Calculations were made to determine how the graphs of $D(\mathrm{\Theta},\lambda )$ and ${R}_{34}(\mathrm{\Theta},\lambda )$ varied as the length changed for fixed diameter of the bacteria. The magnitude of *D* stays roughly constant, as the length, *L*, of the capped cylinder decreases until *L* is less than roughly three times the cylindrical diameter, after which the magnitude of *D* decreases continuously toward zero. If the length becomes quite a bit longer than the diameter, additional features appear in the direct back-scattering direction. A change of index from the vegetative value to that for a *Bacillus* spore makes $D(\mathrm{\Theta},\lambda )$ somewhat larger as the major change for aerosolized particles. The graphs of ${R}_{34}(\mathrm{\Theta},\lambda )$ remain similar to one another as the cell length increases with no change in diameter, except that the magnitude of the oscillations generally is smaller for *longer* cells.

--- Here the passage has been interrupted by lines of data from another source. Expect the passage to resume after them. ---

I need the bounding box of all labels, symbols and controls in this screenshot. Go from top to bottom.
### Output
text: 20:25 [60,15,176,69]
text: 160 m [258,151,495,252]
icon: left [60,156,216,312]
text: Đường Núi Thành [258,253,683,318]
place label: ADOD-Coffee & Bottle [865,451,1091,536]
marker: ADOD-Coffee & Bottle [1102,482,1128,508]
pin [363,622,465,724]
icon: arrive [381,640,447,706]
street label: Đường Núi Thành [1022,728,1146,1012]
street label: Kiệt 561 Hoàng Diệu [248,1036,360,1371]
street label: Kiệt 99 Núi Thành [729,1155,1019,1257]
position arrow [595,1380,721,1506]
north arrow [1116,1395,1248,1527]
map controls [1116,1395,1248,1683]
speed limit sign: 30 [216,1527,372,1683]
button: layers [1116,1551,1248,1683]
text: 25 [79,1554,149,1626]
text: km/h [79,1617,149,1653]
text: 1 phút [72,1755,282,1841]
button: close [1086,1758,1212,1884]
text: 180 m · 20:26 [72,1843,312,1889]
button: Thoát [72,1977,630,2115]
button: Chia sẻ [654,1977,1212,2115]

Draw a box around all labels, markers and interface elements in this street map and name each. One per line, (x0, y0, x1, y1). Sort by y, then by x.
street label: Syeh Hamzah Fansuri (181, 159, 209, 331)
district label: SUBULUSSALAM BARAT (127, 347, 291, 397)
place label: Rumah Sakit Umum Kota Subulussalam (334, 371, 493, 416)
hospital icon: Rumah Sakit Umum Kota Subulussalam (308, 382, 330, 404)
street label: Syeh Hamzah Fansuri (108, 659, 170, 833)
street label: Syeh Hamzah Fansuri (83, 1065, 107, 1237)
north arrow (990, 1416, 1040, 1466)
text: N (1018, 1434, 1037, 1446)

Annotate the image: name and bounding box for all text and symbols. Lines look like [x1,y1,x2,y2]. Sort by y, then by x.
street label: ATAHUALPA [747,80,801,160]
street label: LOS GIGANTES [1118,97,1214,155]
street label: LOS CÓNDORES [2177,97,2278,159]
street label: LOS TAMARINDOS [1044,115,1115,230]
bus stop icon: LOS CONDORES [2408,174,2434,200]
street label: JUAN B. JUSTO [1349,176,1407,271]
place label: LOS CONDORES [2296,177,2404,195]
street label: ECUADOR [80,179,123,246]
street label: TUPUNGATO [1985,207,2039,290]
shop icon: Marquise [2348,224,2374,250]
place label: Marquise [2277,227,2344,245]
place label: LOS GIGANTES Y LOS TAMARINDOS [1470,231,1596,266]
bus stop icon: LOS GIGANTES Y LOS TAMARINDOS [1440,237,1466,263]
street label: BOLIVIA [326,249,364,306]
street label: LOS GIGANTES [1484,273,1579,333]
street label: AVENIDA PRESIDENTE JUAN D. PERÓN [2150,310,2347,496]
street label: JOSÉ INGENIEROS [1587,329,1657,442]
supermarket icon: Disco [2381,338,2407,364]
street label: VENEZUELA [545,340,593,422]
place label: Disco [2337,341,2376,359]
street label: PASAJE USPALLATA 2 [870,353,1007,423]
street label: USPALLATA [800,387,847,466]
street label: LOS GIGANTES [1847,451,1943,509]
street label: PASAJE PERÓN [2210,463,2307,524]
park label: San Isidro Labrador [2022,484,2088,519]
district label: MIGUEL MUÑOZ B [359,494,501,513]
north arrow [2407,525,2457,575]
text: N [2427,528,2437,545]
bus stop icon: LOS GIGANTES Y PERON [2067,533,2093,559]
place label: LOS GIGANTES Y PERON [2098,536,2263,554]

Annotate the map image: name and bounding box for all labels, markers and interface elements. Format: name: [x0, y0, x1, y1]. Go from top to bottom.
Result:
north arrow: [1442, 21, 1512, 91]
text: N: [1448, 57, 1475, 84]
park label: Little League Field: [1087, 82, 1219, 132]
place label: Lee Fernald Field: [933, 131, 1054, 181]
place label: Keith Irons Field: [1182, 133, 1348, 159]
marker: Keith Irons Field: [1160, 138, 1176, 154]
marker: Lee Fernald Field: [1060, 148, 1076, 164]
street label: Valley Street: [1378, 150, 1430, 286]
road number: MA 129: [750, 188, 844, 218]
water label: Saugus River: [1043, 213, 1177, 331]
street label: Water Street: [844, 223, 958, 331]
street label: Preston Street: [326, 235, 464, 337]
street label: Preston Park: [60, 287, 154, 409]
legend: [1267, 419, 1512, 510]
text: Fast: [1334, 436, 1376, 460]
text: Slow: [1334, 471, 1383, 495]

Changes in the diameter, *d*, keeping *L* fixed, in contrast have a noticeable effect on the shape of the graphs both for $D(\mathrm{\Theta},\lambda )$ and for ${R}_{34}(\mathrm{\Theta},\lambda )$. As previously noted for ${R}_{34}(\mathrm{\Theta},\lambda )$, an increasing value of *d* causes the shape to move to smaller angles. Now we note that this is the case also for $D(\mathrm{\Theta},\lambda )$.

When we averaged over *L*
*d* for a complete distribution similar to that found for a log-phase growth of *E. coli*, the graphs of $D(\mathrm{\Theta},\lambda )$ for a long versus a short distribution had a substantial change in shape, whereas the graphs for ${R}_{34}(\mathrm{\Theta},\lambda )$ had a qualitative resemblance for its major features between the long and short distributions.